◆ **How to complete this task**
Restate all the data word for word and omit the pictures.

Collected data
# # # #

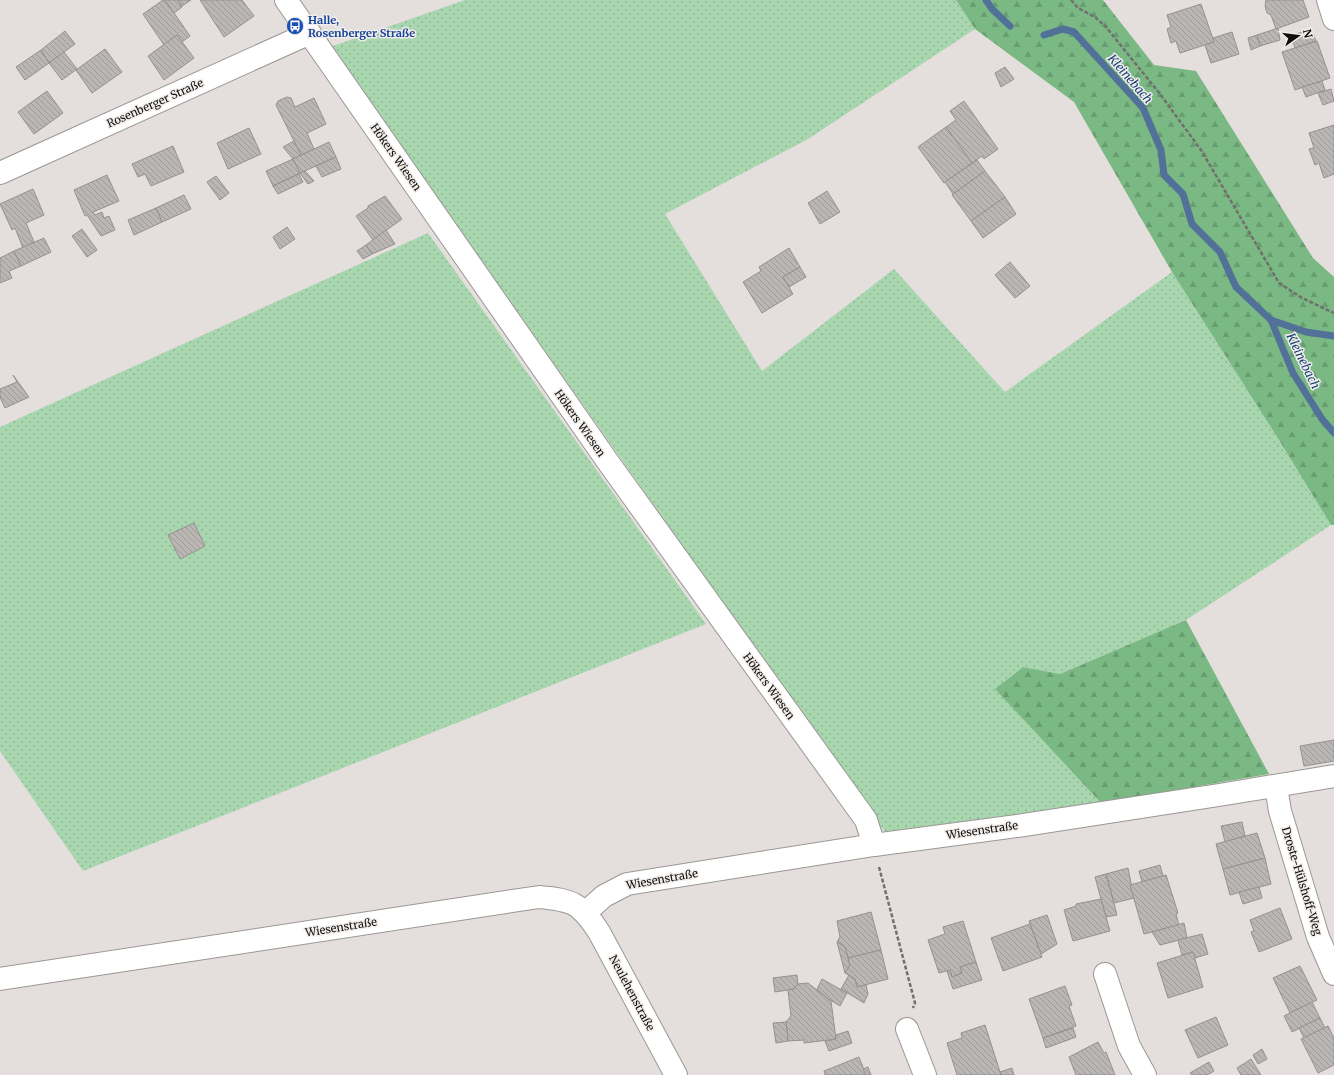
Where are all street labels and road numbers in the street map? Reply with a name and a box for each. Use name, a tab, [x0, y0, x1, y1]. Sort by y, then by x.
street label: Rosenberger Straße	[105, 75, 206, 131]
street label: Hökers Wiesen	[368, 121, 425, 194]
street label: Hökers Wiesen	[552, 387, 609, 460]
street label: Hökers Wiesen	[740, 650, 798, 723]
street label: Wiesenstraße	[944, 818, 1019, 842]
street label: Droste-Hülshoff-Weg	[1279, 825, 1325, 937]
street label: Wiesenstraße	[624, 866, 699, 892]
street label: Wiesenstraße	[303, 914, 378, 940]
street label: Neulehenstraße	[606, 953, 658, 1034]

# # # #

◆ **Completed exercise**
Where are all street labels and road numbers in the street map? Reply with a name and a box for each. Use name, a tab, [x0, y0, x1, y1]. Sort by y, then by x.
street label: Rosenberger Straße	[105, 75, 206, 131]
street label: Hökers Wiesen	[368, 121, 425, 194]
street label: Hökers Wiesen	[552, 387, 609, 460]
street label: Hökers Wiesen	[740, 650, 798, 723]
street label: Wiesenstraße	[944, 818, 1019, 842]
street label: Droste-Hülshoff-Weg	[1279, 825, 1325, 937]
street label: Wiesenstraße	[624, 866, 699, 892]
street label: Wiesenstraße	[303, 914, 378, 940]
street label: Neulehenstraße	[606, 953, 658, 1034]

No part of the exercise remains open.